五分钟之后,心跳慢慢回归正道,胸口还是闷得慌,汪蓁把手机打开,里面只有粗喘和呃呃的喉音。
他暂停开始暂停开始,自残似的,反复几次之后,还是关掉了。
面前摆着最简单的发音练习册,a,o,e,三四天了,连最简单的发音都做不到。
砰砰。
汪春媚又来送药了。
这回他吃得很利落,临走前汪春媚说自己忙,让他去门口拿份杂志。
哕。胃里抽搐,他关门吐了个透。
本来就没吃什么,这一呕除了花花绿绿的药片,生生吐酸水,烧喉咙,眼泪鼻涕不要钱似的往下淌。
嗓子疼的要命。
他缓了缓,拉开窗帘,发现外面人头攒动,庭院的面积很大,装饰了许多气球和花草,无一不考究。门口此时立满了摄像机,赶来的媒体们正在调整机位。
周六,程寅驰的生日。
程家长子20岁。
大家跑这一趟,更多是冲着社交。程家、景家政商两通,影响力非同一般,大半个华东区的上流圈子都要给面子。

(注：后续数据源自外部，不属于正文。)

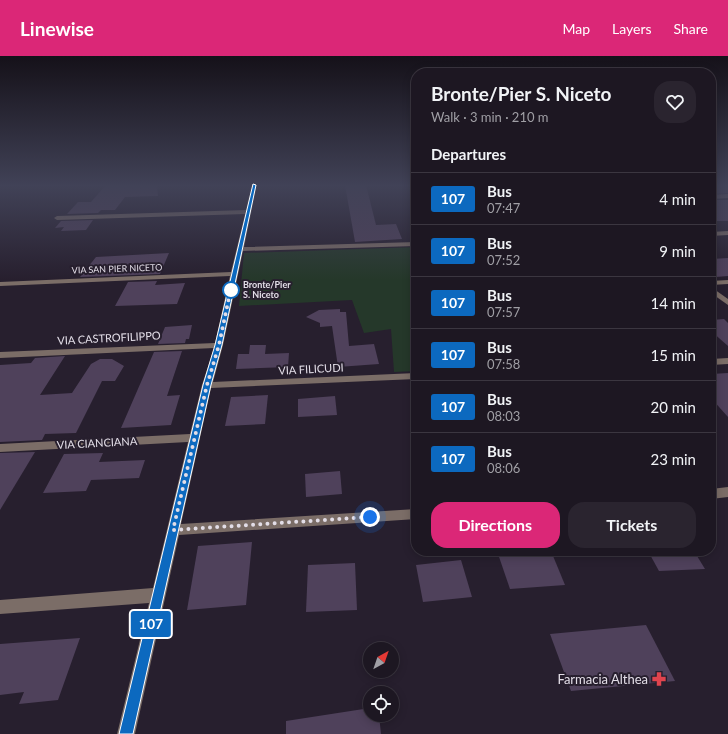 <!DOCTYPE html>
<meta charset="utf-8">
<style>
:root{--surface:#1d1722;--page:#2a242f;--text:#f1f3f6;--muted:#a09fa5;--line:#3b3640;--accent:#db2777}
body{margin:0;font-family:Lato,sans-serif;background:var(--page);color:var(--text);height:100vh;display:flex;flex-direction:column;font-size:15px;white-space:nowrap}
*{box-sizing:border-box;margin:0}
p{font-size:13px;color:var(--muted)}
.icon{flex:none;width:22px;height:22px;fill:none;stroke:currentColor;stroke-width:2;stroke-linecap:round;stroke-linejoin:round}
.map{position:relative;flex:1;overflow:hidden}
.sheet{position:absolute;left:411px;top:12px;width:305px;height:488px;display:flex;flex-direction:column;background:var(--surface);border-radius:16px;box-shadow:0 2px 10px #0003,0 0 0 1px var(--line)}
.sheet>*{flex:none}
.badge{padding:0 8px;border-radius:3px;font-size:14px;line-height:26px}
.needle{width:26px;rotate:40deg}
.controls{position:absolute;left:363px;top:586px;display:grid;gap:8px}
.controls a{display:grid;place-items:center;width:36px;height:36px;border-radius:50%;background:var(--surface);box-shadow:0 2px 10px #0003,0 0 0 1px var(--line);font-size:20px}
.you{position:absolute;width:20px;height:20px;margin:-10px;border:3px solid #fff;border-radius:50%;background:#1a73e8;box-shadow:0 0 0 6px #1a73e833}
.map>.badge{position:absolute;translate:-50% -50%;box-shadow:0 0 0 2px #fff}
h2{padding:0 20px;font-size:15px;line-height:36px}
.round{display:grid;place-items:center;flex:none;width:42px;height:42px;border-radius:16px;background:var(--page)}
.headline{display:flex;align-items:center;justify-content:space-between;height:68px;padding:0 20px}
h1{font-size:19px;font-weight:700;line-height:30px}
.cta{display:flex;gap:8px;margin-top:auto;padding:8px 20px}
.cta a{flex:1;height:46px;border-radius:16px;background:var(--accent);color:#fff;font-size:16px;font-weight:700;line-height:46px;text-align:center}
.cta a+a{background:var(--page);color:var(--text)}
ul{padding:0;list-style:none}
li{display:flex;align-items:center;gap:12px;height:52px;padding:0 20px;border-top:1px solid var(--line)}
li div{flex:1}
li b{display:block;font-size:15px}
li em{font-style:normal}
li .badge{min-width:44px;font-weight:700;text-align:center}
header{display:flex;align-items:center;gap:24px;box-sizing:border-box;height:56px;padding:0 20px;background:var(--accent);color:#fff}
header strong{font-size:19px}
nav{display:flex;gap:22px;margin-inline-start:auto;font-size:14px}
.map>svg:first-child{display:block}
.green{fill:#25382a}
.building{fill:#4f415b}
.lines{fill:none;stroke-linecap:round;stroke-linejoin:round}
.minor{fill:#7b6d67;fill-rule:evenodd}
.line{fill:#0c69bf;stroke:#fff}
.walk{stroke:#e2dde7;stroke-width:4;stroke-dasharray:0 7.2}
.stop-dot{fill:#fff;stroke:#0c69bf;stroke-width:2}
.labels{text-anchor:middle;stroke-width:4;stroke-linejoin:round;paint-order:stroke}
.far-street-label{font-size:9px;fill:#e2dde7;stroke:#271f2e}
.far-stop-label{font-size:9px;font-weight:bold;fill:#e2dde7;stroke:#271f2e;text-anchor:start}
.street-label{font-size:11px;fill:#e2dde7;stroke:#271f2e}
.near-poi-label{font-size:13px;fill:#e2dde7;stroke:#271f2e;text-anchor:end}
</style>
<header>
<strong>Linewise</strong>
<nav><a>Map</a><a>Layers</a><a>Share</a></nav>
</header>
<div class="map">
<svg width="728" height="678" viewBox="0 0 728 678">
<rect width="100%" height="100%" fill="#271f2e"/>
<path class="green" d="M416,191v124l-22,1 -3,-43 -27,4 -12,-33 -113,6 5,-53z"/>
<g class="building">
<path d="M106,129h51l1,11 -33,1 -10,13h-14l-3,3 -31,1 11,-12h13z"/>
<path d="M345,129h21l10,40 20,-1 6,15 -47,3z"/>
<path d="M711,129h17v8l-17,1z"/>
<rect x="711" y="144" width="17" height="21"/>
<path d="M93,164l-7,10 -25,1 3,-4 -9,1 6,-7z"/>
<path d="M169,197l-9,21 -80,3 16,-20z"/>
<path d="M728,202v18l-12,1 -5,-4v-14z"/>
<path d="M157,225l-2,4 30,-2 -8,21 -62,2 13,-24z"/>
<path d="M340,253v3h6l3,34 25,-2 5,20 -41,3 -6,-41 -12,1v-4l-14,-6 13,-7z"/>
<path d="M724,263l4,4v23l-17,-15v-11z"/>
<path d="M192,269l-3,14h-3l-1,4 -27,1 7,-17z"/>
<path d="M250,289h16l-1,9 24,-1 -1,14 -52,2 2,-15h11z"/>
<path d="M182,295l-15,45 13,-1 -9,30 -50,3 33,-76z"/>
<path d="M65,300l-25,39 32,-2 19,-29 9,-5h12l12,7 -9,15h-13l-26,52 -31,1 -3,6 -42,2v-77l31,-2 4,-5z"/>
<path d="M728,317v44l-17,-19v-24z"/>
<path d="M268,339l-3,29 -40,2 6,-29z"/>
<path d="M335,340l2,19 -39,2v-18z"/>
<path d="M35,396l-35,58v-57z"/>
<path d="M103,397l-4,9 46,-2 -6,18 -48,2 -5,11 -43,2 21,-39z"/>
<path d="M340,415l2,23 -36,3 -1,-23z"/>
<path d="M252,486l-6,63 -59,5 11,-64z"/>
<path d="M497,495h54l14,34 -55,4z"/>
<path d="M648,495h46l11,18 -46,2z"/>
<path d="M461,504l11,37 -49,5 -7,-37z"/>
<path d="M355,507l2,47 -51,2 2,-47z"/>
<path d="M646,569l29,56 -104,10 -21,-57z"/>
<path d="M80,582l-22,62 -39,4 5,-12 -24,3v-51z"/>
<path d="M370,652v7h9l2,19h-95v-13z"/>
</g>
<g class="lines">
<g class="minor">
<path d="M251,129h6l-13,62 172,-5v4l-173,5 -20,94 -10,37 203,-9v6l-205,9 -30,136 235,-15v10l-237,16 -44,199h-18l32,-131 -149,11v-14l153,-12 35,-146 -188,10v-8l190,-10 12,-49 12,-37 -214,10v-6l215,-9 15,-67 -230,10v-4l231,-10 14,-58 -188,6 -3,-2 3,-2 189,-6z"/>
<path d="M728,138v4l-17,1v-4z"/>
<path d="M728,175v4l-17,1v-4z"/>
<path d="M728,224v4l-17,1v-4z"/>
<path d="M711,231l17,12v6l-17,-12z"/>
<path d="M728,302v6l-17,1v-6z"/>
<path d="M728,431v10l-17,2v-10z"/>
</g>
</g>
<linearGradient id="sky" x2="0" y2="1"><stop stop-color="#151119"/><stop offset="0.58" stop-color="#414257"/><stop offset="1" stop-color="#414257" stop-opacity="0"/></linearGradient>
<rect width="728" height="224" fill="url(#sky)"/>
<path class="line" d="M253,128l3,1 -34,160 -11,40 -78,349h-14l84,-349 12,-40z"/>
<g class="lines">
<path class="walk" d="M231,234v-2l-12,57 -12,40 -34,145 197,-13"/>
</g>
<defs>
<symbol id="pharmacy-bare" viewBox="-9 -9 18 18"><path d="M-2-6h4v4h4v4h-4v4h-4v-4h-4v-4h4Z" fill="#e0444e" stroke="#271f2e" stroke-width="2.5" paint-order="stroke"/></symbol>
</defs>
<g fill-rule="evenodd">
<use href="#pharmacy-bare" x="649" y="613" width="20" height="20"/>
</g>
<circle class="stop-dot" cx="231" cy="234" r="8"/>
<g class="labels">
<g class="far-street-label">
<text transform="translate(117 213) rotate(-2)" y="3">VIA SAN PIER NICETO</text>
</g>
<g class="far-stop-label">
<text x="243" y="232">Bronte/Pier<tspan x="243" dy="10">S. Niceto</tspan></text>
</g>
<g class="street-label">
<text transform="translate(109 282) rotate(-3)" y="4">VIA CASTROFILIPPO</text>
<text transform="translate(311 313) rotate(-3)" y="4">VIA FILICUDI</text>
<text transform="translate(97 387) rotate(-3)" y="4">VIA CIANCIANA</text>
</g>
<g class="near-poi-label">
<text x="648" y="628">Farmacia Althea</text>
</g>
</g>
</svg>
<div class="controls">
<a><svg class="needle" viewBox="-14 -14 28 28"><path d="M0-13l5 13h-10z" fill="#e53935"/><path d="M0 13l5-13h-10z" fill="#a09fa5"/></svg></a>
<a><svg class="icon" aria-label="locate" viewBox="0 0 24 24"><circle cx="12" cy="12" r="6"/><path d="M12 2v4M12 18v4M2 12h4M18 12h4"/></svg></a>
</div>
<div class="you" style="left:370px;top:461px"></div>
<b class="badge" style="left:151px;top:568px;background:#0c69bf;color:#fff">107</b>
<section class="sheet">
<div class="headline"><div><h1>Bronte/Pier S. Niceto</h1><p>Walk · 3 min · 210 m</p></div><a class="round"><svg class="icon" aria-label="heart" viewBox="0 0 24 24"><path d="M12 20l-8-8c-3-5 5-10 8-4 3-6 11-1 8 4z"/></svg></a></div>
<h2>Departures</h2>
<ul>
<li><span class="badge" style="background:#0c69bf;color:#fff">107</span><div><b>Bus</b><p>07:47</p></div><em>4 min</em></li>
<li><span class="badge" style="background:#0c69bf;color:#fff">107</span><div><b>Bus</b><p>07:52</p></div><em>9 min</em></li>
<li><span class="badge" style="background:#0c69bf;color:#fff">107</span><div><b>Bus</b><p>07:57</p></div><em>14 min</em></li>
<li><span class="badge" style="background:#0c69bf;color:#fff">107</span><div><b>Bus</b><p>07:58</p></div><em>15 min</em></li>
<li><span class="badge" style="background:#0c69bf;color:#fff">107</span><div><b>Bus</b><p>08:03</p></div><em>20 min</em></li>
<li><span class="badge" style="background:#0c69bf;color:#fff">107</span><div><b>Bus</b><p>08:06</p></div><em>23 min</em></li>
</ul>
<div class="cta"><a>Directions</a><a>Tickets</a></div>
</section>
</div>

合作就是这么来的。
景赢早上去了趟公司,到的时候正好碰上姗姗来迟的高雨山。
“嚯,你上哪儿找的巨无霸”
高雨山肩上扛着一个巨大的草莓熊,他一个将近一米九的体育生,和这只熊比起来都显得娇小。
“有劲儿没处使么,你生生扛过来的?”,景赢走过去想扶他一把。
背着跌面儿,高雨山赶紧示意他走后门直接去程寅驰卧室:“哥们儿傻啊,鹅毛的,不重”
进了门,程寅驰正准备穿外骨骼,看着高雨山专门跑到工厂给自己定制的坐垫哭笑不得:“山哥,你这熊抻开手脚,比我这床还大”
“哈哈哈”,高雨山大笑,“生日快乐啊,驰儿”
“收到啦,谢谢山哥”,程寅驰笑着伸手拍了拍高雨山的手臂。
高雨山挑眉,对景赢说:“看到没,你不在这几年,这小子是生疏了,都不抱了,小时候多腻歪啊”
景赢笑容淡淡,一身黑色西装给他添了些禁欲感,往那一站,比精心打扮过的程寅驰还要惹眼,他把手上的东西递过去,一个大号礼盒和一个素包装的画框:“生日快乐,大号的是李知晋的,他前半个月出差缠在L市了”
“嗯,谢谢哥”,程寅驰笑着应了一声,打开画框。
内容和包装一样很素,是一幅程寅驰的肖像,角落里还有题词:送给小友,程寅驰——休。
啊!休杰克曼!他的画千金难求,在美国极受拥趸,能拥有一张,已经成了当下所有东海岸体面富豪的梦想。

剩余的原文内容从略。